**THE PROBLEM:** Your answer should be the lines of the material that include the word "direction".

========================

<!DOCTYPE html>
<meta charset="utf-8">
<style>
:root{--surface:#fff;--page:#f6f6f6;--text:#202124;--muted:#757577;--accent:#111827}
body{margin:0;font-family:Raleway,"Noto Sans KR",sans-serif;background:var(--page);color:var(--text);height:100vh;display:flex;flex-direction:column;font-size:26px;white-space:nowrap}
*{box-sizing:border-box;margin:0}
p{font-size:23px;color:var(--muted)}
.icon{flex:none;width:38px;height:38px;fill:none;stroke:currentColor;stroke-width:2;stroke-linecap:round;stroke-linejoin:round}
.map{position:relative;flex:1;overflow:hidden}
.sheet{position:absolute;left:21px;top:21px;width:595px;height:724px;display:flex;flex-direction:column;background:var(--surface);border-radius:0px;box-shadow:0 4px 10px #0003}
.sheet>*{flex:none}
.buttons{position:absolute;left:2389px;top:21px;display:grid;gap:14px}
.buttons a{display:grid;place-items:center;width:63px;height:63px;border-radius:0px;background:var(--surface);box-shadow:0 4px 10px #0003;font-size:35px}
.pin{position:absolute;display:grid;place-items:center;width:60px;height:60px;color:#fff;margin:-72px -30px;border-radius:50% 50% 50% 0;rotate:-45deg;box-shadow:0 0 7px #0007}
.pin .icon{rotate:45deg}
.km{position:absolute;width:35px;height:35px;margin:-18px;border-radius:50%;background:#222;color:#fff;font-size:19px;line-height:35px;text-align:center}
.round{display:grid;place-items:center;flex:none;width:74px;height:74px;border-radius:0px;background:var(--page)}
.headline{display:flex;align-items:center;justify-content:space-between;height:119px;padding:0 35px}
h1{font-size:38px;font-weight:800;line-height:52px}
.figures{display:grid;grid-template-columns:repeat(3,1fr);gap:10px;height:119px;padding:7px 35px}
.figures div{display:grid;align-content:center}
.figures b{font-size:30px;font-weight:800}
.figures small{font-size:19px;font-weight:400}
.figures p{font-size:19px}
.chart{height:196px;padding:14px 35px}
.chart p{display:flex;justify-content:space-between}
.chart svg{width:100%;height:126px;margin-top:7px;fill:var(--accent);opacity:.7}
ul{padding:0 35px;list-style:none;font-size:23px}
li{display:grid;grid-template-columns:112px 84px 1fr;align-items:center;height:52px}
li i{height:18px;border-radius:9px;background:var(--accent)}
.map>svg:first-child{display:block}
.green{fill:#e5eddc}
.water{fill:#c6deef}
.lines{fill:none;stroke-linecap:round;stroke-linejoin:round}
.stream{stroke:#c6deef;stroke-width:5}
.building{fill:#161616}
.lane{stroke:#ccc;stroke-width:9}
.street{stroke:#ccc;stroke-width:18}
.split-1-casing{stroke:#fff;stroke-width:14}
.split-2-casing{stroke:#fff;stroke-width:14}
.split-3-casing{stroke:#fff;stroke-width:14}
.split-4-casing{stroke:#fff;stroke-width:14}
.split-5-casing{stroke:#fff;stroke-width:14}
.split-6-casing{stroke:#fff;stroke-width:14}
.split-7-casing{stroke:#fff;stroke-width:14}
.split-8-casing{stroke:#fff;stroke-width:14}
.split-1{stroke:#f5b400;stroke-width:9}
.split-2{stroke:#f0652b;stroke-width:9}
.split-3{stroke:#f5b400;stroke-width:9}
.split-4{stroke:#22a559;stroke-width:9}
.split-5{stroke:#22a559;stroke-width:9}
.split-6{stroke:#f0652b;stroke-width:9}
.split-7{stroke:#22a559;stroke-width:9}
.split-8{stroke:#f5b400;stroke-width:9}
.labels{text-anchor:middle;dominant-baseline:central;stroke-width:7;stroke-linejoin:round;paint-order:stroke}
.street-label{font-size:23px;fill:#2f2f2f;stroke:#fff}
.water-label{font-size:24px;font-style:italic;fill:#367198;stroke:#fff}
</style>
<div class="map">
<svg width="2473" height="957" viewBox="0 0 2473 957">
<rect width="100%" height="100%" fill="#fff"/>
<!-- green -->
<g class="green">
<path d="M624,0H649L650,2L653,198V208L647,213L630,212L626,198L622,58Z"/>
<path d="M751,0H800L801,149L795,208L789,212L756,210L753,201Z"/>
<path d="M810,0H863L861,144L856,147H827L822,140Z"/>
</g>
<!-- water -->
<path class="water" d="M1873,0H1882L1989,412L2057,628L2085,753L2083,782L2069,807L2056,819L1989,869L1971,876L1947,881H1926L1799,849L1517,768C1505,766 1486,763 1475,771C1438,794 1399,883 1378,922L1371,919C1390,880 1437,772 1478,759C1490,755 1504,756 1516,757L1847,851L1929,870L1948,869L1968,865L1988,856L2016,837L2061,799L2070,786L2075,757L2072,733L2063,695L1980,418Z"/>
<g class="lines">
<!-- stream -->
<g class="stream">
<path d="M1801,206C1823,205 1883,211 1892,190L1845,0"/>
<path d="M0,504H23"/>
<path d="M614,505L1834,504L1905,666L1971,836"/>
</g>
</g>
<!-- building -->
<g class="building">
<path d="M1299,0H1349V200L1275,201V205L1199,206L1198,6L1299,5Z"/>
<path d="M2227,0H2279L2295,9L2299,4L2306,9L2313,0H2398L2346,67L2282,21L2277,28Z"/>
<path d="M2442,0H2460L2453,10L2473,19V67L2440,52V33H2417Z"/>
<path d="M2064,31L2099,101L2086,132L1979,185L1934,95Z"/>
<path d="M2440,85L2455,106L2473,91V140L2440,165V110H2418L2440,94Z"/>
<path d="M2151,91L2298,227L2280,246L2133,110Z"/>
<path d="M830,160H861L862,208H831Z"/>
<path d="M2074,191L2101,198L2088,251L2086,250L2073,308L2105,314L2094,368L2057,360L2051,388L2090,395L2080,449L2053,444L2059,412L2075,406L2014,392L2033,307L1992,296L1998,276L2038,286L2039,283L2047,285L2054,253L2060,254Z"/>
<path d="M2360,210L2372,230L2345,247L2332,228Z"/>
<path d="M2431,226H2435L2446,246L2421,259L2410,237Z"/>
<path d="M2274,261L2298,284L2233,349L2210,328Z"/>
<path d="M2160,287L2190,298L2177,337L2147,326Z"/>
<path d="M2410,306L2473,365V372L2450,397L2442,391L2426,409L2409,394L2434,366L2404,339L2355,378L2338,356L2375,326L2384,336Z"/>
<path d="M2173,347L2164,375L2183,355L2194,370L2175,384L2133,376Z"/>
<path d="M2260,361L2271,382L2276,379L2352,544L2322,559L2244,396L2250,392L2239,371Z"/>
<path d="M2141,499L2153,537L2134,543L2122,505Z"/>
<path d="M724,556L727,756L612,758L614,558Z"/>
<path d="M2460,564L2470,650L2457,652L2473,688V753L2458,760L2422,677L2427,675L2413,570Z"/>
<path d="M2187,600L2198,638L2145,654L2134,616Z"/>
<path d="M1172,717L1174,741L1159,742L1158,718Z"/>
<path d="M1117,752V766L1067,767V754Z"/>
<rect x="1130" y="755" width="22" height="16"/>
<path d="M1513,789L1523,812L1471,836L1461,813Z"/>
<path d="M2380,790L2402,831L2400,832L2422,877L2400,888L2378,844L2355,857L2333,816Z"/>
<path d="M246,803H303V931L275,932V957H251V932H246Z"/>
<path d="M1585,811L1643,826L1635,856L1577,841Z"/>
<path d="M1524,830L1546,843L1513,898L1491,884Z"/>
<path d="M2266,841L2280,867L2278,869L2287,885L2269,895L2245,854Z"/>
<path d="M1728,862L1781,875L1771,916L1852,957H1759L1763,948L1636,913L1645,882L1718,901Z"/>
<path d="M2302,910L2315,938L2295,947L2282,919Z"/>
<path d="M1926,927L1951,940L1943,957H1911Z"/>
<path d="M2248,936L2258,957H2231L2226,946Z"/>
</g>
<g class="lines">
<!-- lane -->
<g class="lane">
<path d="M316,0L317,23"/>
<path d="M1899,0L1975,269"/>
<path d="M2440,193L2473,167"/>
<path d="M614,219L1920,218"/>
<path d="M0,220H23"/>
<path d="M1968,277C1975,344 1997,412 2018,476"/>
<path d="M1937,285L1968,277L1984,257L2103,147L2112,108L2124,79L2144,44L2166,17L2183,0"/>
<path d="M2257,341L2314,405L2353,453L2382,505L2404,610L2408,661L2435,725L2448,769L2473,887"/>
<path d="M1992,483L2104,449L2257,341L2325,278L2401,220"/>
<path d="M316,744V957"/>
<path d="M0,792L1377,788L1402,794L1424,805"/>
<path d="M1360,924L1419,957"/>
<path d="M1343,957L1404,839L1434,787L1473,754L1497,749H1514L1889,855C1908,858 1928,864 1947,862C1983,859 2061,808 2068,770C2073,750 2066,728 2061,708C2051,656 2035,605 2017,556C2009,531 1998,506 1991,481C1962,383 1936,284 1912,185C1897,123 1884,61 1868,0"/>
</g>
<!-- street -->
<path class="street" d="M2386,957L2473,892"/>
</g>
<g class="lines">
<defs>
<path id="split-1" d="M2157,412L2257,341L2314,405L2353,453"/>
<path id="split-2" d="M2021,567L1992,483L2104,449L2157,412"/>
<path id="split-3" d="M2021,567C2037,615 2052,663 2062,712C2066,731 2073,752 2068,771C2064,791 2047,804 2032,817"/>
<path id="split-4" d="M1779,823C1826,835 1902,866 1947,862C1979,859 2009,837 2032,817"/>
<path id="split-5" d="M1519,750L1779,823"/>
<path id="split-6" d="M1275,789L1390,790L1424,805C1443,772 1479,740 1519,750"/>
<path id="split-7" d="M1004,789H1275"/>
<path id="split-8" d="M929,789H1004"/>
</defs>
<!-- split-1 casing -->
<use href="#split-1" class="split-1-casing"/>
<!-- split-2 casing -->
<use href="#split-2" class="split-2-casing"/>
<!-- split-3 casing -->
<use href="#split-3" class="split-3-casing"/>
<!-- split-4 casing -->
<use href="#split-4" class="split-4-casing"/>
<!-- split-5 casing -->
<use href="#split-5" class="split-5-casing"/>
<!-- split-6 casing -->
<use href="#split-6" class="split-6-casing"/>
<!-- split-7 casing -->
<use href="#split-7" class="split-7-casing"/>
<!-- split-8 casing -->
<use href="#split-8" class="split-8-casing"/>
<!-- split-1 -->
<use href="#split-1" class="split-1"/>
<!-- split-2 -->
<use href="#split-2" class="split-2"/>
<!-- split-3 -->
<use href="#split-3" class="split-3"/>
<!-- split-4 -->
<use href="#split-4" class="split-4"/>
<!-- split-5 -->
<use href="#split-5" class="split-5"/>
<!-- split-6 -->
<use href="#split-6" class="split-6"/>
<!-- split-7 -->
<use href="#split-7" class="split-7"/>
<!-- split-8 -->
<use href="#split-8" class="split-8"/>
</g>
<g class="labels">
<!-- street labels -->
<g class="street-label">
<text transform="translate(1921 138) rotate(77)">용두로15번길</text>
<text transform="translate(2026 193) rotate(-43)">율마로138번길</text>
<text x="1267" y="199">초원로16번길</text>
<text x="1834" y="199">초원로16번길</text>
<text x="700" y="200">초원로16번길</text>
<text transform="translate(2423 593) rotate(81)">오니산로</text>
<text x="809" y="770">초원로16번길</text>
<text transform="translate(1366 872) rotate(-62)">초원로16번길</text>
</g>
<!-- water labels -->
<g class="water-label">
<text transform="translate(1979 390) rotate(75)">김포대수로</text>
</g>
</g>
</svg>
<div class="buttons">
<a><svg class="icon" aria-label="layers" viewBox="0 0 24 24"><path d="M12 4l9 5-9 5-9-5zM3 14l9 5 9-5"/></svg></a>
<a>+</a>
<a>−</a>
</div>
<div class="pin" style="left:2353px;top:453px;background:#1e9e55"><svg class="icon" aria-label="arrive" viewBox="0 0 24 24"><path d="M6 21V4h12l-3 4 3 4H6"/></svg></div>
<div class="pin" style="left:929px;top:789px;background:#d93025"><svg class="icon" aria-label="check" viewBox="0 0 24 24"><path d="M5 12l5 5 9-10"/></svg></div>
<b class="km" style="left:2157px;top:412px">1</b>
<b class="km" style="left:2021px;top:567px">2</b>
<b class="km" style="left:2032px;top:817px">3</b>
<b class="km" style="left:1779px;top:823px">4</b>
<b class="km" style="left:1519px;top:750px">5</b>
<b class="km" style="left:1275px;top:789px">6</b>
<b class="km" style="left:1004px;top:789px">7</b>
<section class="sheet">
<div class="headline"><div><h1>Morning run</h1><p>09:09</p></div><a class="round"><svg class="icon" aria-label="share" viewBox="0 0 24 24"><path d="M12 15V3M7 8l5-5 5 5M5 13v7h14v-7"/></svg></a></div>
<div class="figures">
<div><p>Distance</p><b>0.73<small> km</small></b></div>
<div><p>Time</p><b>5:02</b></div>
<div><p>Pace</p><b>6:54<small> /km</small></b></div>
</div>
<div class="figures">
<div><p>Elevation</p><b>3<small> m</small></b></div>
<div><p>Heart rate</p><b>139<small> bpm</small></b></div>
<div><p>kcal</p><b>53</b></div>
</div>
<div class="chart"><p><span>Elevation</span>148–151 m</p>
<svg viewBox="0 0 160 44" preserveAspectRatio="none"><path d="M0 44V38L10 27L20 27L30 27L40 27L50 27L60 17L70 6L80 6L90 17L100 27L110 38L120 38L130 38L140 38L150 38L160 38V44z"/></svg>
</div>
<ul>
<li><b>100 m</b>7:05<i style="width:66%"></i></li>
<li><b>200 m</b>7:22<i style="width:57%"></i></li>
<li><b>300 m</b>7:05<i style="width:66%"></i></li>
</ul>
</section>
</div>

========================

**RESULT FOR THIS EXERCISE:**
body{margin:0;font-family:Raleway,"Noto Sans KR",sans-serif;background:var(--page);color:var(--text);height:100vh;display:flex;flex-direction:column;font-size:26px;white-space:nowrap}
.sheet{position:absolute;left:21px;top:21px;width:595px;height:724px;display:flex;flex-direction:column;background:var(--surface);border-radius:0px;box-shadow:0 4px 10px #0003}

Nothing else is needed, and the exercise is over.